Image Blog Methods for Multidimensional Scaling Part 1

November 26, 2018

Methods for Multidimensional Scaling Part 1: Overview

Algorithms & Functions

Multidimensional scaling can be used to uncover the so-called "perceived similarities" between data sets. And, for quantitative data analysts, multidimensional scaling can be applied to data across diverse industries for unique insights.

In part one of our multidimensional scaling blog series, we give an overview of multidimensional scaling, and the methods used for solving multidimensional scaling problems. In part two, we look at a generalized criterion function and end our series with a look at computational optimization in part three. But before we too far ahead of ourselves, what is multidimensional scaling?

What Is Multidimensional Scaling?
Methods for Multidimensional Scaling
Multidimensional Scaling Example
Further Reading

What Is Multidimensional Scaling?

Multidimensional scaling is concerned with models and techniques for locating objects in a multidimensional space based upon distance measurements between the objects.
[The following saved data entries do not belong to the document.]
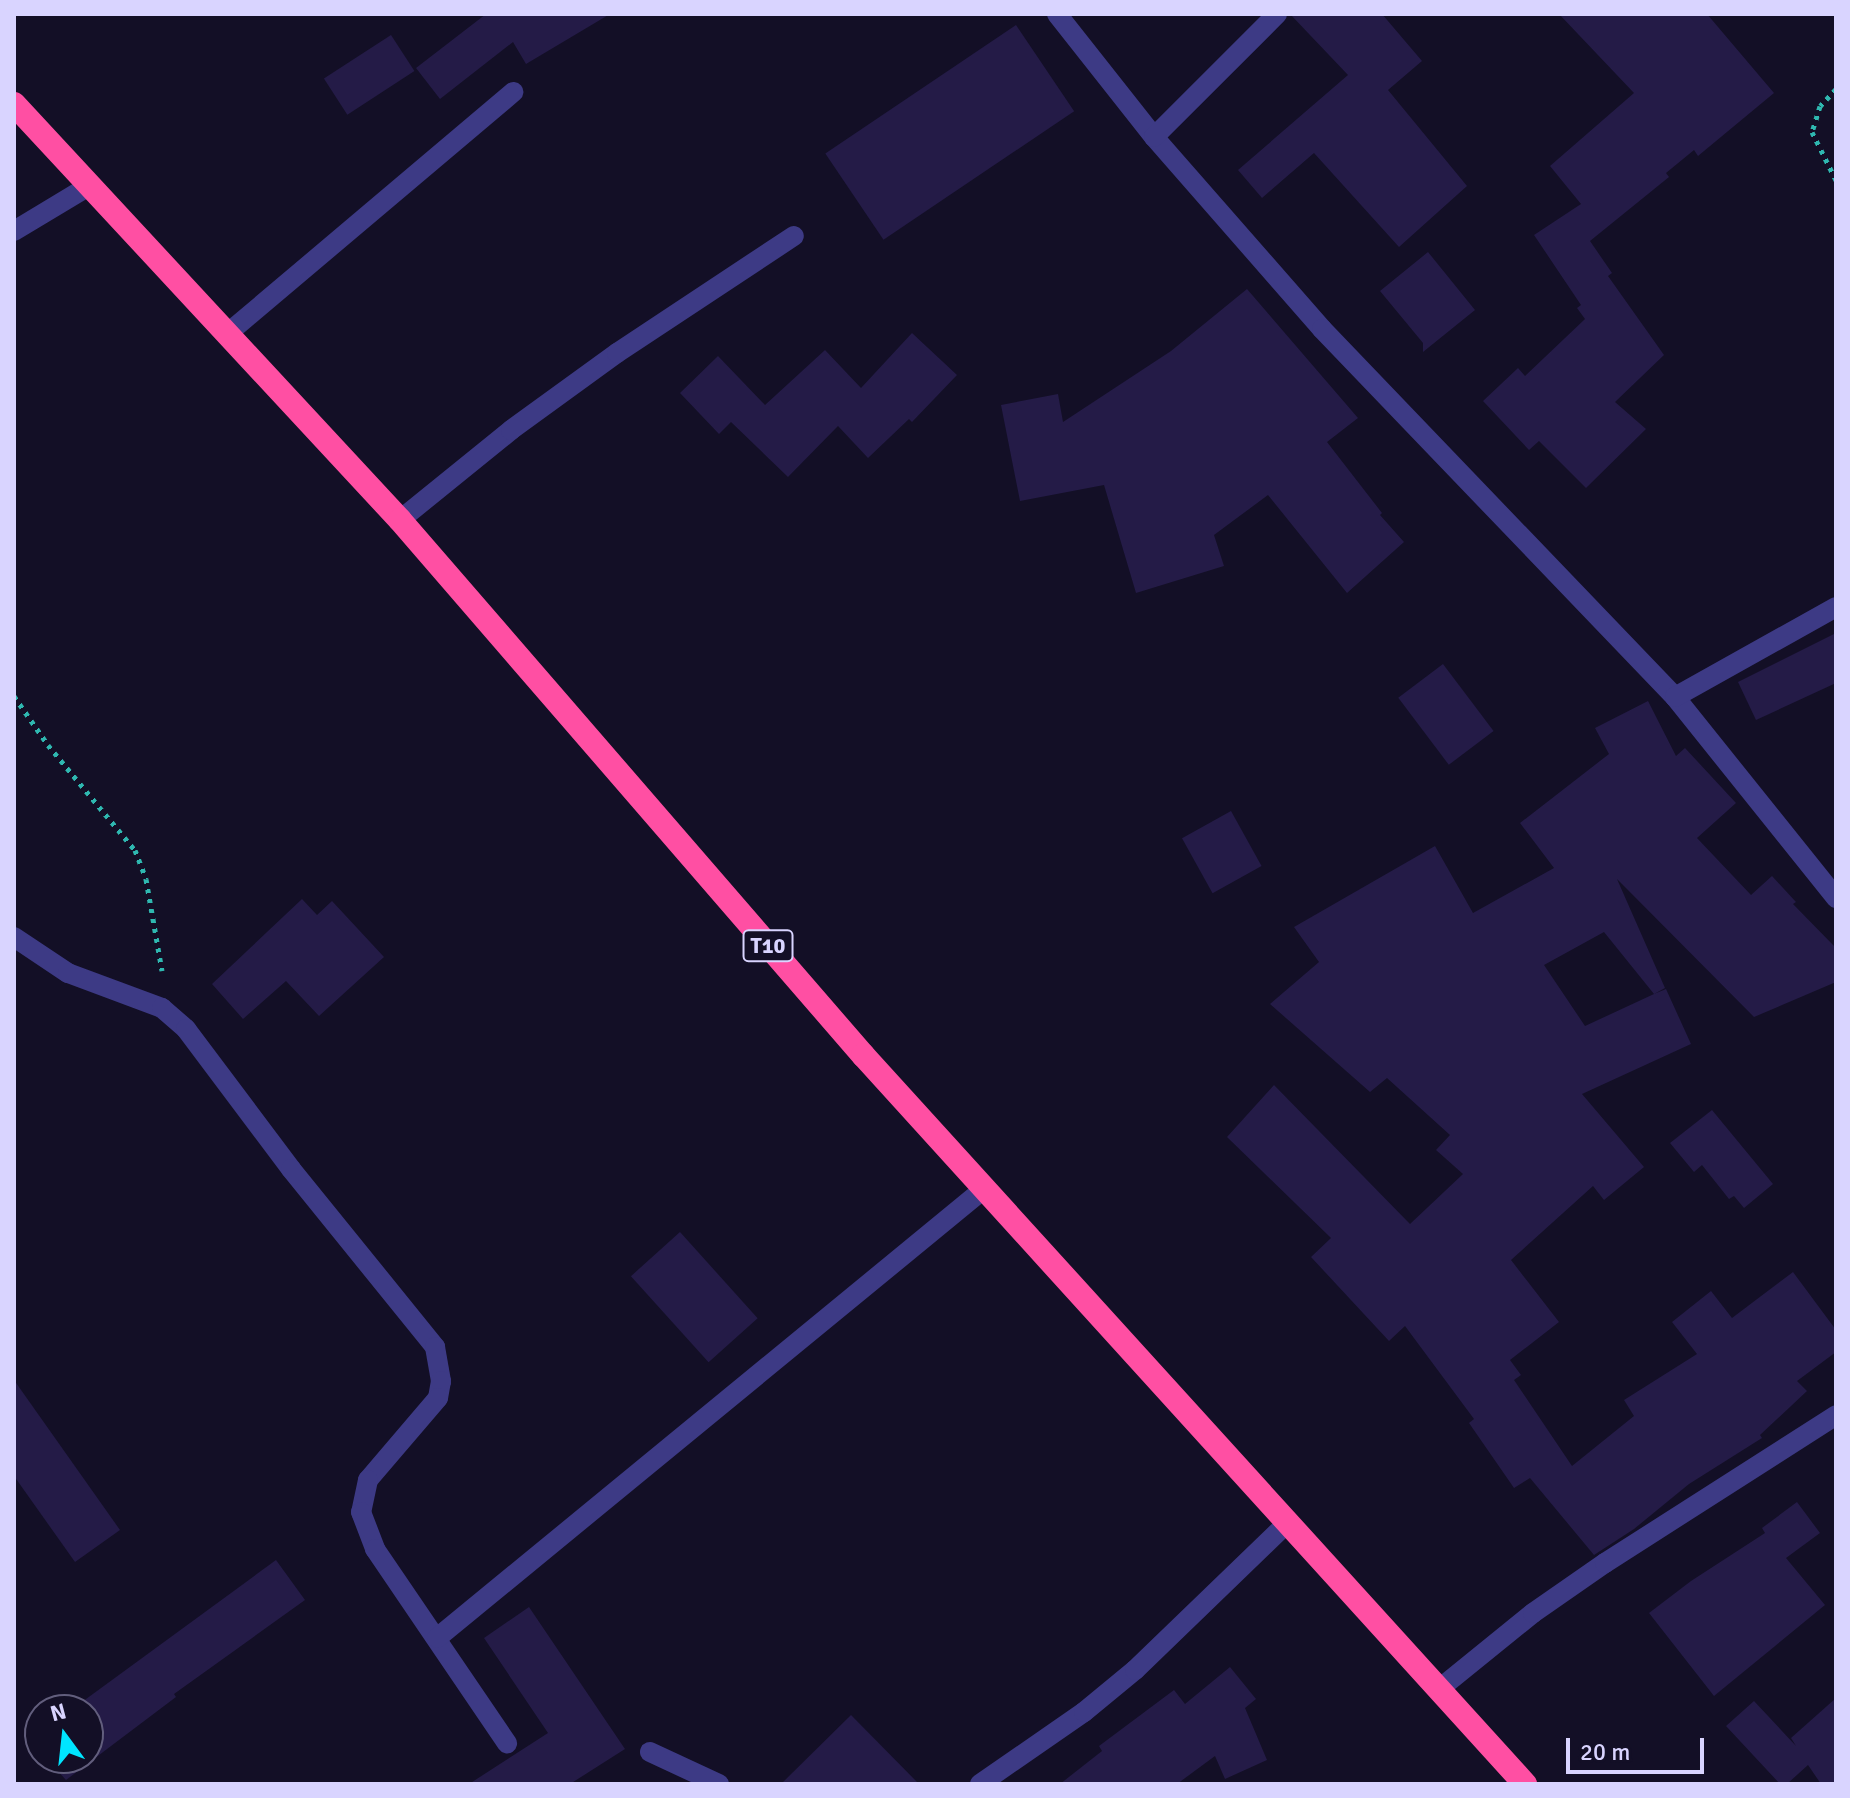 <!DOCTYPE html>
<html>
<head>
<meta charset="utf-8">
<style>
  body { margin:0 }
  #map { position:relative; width:1850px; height:1798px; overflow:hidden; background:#130f26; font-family:Signika,sans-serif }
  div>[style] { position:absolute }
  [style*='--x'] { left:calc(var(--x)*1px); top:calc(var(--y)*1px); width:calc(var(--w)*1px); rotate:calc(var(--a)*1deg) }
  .building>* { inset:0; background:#241b47; transform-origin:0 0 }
  .path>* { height:5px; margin-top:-2.5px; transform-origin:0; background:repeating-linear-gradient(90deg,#2fb8b0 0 4px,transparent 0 10px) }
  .minor>* { height:20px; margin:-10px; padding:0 10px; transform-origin:10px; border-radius:10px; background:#3d3a85 }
  .highway>* { height:24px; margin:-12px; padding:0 12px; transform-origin:12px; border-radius:12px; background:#ff4fa3 }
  span { translate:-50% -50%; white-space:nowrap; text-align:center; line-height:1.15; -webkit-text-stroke:7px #130f26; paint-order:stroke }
  .shield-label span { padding:2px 6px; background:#130f26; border:2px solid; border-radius:6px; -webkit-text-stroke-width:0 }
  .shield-label { font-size:22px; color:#d9d4ff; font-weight:700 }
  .frame { position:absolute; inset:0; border:16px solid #d9d4ff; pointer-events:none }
  .north { position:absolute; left:24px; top:1694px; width:80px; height:80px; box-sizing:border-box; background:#130f26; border:2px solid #625e7d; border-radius:50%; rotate:345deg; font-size:22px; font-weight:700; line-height:32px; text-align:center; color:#d9d4ff }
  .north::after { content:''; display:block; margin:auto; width:28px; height:36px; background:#00e5ff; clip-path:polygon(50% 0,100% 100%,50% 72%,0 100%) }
  .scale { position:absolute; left:1566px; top:1738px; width:138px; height:36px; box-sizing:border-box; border:4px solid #d9d4ff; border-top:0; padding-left:10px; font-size:24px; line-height:28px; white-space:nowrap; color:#d9d4ff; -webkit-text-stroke:6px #130f26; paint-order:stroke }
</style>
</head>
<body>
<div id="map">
  <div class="building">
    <div style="clip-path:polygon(486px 14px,610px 14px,526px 64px,513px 42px,440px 99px,416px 68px)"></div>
    <div style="clip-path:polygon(1290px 14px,1382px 14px,1422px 61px,1388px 90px,1467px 186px,1399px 247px,1314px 153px,1262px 198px,1238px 170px,1348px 75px)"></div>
    <div style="clip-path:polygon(1559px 14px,1707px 14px,1774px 93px,1698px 156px,1694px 150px,1666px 173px,1669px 177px,1590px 241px,1612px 273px,1608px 276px,1664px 355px,1615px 402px,1646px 429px,1586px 488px,1539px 441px,1529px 450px,1483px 401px,1518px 368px,1525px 376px,1585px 319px,1577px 308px,1581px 305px,1534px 235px,1581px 204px,1550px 166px,1634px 93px)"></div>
    <div style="left:1016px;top:25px;width:104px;height:230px;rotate:56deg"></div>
    <div style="left:391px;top:35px;width:43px;height:80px;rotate:57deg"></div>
    <div style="clip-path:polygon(1428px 252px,1475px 310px,1423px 352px,1423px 343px,1380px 291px)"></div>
    <div style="clip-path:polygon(1247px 289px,1358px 418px,1327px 442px,1382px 513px,1380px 515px,1404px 542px,1347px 593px,1268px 495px,1214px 535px,1224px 566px,1136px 593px,1104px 485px,1020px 501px,1001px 405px,1058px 394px,1063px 422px,1171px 351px)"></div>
    <div style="clip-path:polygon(912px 333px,957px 375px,912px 422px,909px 419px,868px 458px,838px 426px,788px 477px,731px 422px,719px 434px,680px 393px,718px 356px,765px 405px,825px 350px,861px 388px)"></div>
    <div style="clip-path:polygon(1836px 633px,1836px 683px,1756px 720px,1738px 682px)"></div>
    <div style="left:1443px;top:664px;width:84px;height:56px;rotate:53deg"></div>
    <div style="clip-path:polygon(evenodd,1648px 701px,1676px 756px,1685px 748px,1736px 803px,1697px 838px,1751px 895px,1772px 876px,1796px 902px,1793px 904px,1836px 948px,1836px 982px,1754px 1017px,1617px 879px,1665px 988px,1654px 994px,1666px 989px,1691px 1044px,1582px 1094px,1644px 1167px,1604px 1200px,1593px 1186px,1511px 1260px,1559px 1322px,1510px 1360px,1521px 1375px,1514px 1380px,1572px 1466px,1634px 1416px,1624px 1400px,1697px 1354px,1672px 1322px,1711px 1291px,1732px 1318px,1793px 1272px,1836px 1330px,1836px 1352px,1797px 1381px,1807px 1391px,1760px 1435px,1762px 1438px,1689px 1484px,1634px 1529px,1594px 1555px,1530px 1478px,1514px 1488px,1469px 1423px,1474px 1419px,1405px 1326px,1389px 1341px,1311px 1257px,1331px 1238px,1227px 1137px,1274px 1085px,1410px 1224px,1463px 1174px,1436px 1150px,1450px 1135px,1387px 1078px,1370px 1092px,1270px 1004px,1319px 962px,1294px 927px,1435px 846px,1473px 913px,1554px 868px,1520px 823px,1609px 754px,1595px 728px,1648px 701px,1604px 932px,1654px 994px,1585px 1026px,1544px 965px,1604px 932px)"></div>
    <div style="left:1231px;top:811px;width:63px;height:56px;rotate:61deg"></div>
    <div style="clip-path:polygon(302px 899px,317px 915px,332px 901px,384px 957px,319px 1016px,286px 981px,243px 1019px,212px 984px)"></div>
    <div style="clip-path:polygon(1712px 1110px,1773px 1184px,1744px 1208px,1734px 1196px,1729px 1199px,1702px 1165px,1694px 1172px,1670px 1143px)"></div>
    <div style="left:680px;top:1232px;width:116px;height:66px;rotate:48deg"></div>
    <div style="clip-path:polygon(14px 1380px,120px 1530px,75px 1562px,14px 1476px)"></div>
    <div style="clip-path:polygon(1797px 1502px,1820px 1533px,1786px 1558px,1825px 1605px,1714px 1696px,1649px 1613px,1691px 1581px,1765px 1533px,1762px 1528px)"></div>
    <div style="clip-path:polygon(276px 1560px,305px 1600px,174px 1694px,176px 1697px,66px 1780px,46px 1758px,88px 1758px,88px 1710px,71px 1710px)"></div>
    <div style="clip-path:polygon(529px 1607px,625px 1749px,570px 1784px,469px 1784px,548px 1733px,484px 1638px)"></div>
    <div style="clip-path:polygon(1230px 1667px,1256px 1699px,1245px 1708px,1267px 1760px,1225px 1779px,1215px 1756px,1177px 1784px,1060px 1784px,1102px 1751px,1099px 1746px,1174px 1690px,1185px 1704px)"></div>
    <div style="clip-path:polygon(1836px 1698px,1836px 1784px,1821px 1784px,1808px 1765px,1787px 1784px,1780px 1784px,1726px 1726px,1754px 1701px,1796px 1746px,1791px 1738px)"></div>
    <div style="clip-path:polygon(851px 1715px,919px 1784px,781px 1784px)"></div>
  </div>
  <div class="path">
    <div style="--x:1836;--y:89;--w:23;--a:133"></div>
    <div style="--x:1820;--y:106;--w:27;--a:107"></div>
    <div style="--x:1812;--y:132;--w:54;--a:63.4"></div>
    <div style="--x:14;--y:696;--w:60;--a:55.2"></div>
    <div style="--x:48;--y:745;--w:136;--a:50.4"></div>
    <div style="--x:135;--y:850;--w:31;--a:69"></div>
    <div style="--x:146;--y:879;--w:93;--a:80.1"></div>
  </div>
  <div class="minor">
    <div style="--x:1057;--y:14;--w:157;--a:51.7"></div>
    <div style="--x:1154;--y:137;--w:255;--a:48.8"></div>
    <div style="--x:1322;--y:329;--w:510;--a:46.19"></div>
    <div style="--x:1675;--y:697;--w:258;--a:51.3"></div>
    <div style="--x:1154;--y:137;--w:174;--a:-45"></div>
    <div style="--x:14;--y:231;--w:87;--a:-31"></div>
    <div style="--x:227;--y:334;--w:375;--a:-40.2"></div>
    <div style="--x:400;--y:520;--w:143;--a:-39"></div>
    <div style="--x:511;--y:430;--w:131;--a:-36"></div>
    <div style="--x:617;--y:353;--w:212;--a:-33.5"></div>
    <div style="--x:1675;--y:697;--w:184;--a:-29.2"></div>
    <div style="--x:14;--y:937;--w:65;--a:33.7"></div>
    <div style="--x:68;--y:973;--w:100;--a:20.4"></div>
    <div style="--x:162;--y:1008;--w:32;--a:41"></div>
    <div style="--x:186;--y:1029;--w:175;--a:53.1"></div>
    <div style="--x:291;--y:1169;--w:229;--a:51"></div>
    <div style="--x:435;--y:1347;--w:35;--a:80"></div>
    <div style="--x:441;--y:1381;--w:17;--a:100"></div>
    <div style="--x:438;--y:1398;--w:108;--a:130.5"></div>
    <div style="--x:368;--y:1480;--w:33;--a:102"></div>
    <div style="--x:361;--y:1512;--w:40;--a:69"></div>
    <div style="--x:375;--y:1549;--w:235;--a:55.8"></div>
    <div style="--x:437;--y:1638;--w:709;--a:-39.39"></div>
    <div style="--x:1438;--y:1690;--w:122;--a:-39"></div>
    <div style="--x:1533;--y:1613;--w:88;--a:-34.8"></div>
    <div style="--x:1605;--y:1563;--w:274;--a:-32.6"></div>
    <div style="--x:650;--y:1752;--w:76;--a:24.9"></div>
    <div style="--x:980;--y:1784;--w:126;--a:-34.7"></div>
    <div style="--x:1084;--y:1712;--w:66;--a:-39.5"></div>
    <div style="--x:1135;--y:1670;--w:211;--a:-44"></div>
  </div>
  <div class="highway">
    <div style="--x:14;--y:104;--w:567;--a:47.14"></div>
    <div style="--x:400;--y:520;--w:708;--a:49.13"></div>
    <div style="--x:863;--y:1055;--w:985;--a:47.76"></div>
  </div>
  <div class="shield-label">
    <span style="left:768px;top:946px">T10</span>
  </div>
  <div class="frame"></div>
  <div class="north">N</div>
  <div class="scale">20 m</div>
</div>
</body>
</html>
Data in Multidimensional Scaling

The data in a multidimensional scaling (MDS) problem consists of one or more dissimilarity matrices, where a dissimilarity is a measure of distance between stimuli, and each matrix gives the dissimilarities between the stimuli considered.

Methods for Multidimensional Scaling

In the simplest problems, one matrix is used and the dissimilarities are symmetric. An example of such a matrix is the matrix of intercity mileages often found on road maps, where the distance between two cities is the dissimilarity measure. Often, more than one matrix is observed. For example, several different mapmakers' estimations of the distances between cities may be observed. Since each mapmaker may use different methods for measuring distance, different distance matrices will result. Regardless of the number of matrices observed, the MDS problem is to locate the stimuli (cities) in a multidimensional space of known dimension based upon the observed dissimilarities.

1. The Distance Measures

A dissimilarity matrix need not be symmetric. An example of multidimensional scaling data with asymmetric dissimilarity matrices is given in Table 1. The stimuli are seven stores and the observed dissimilarity is the rank of the distance of the column store from the row store. In other words, for each row, the column store with rank 1 is closest to the row store, the column store with rank 2 is second closest, etc. This matrix is clearly not symmetric since the dissimilarity measures $ d_{ij} \ne d_{ji} $. Moreover, because of the method used for data collection, comparison of ranks in row $ i $ with ranks in row $ j $ should not be made.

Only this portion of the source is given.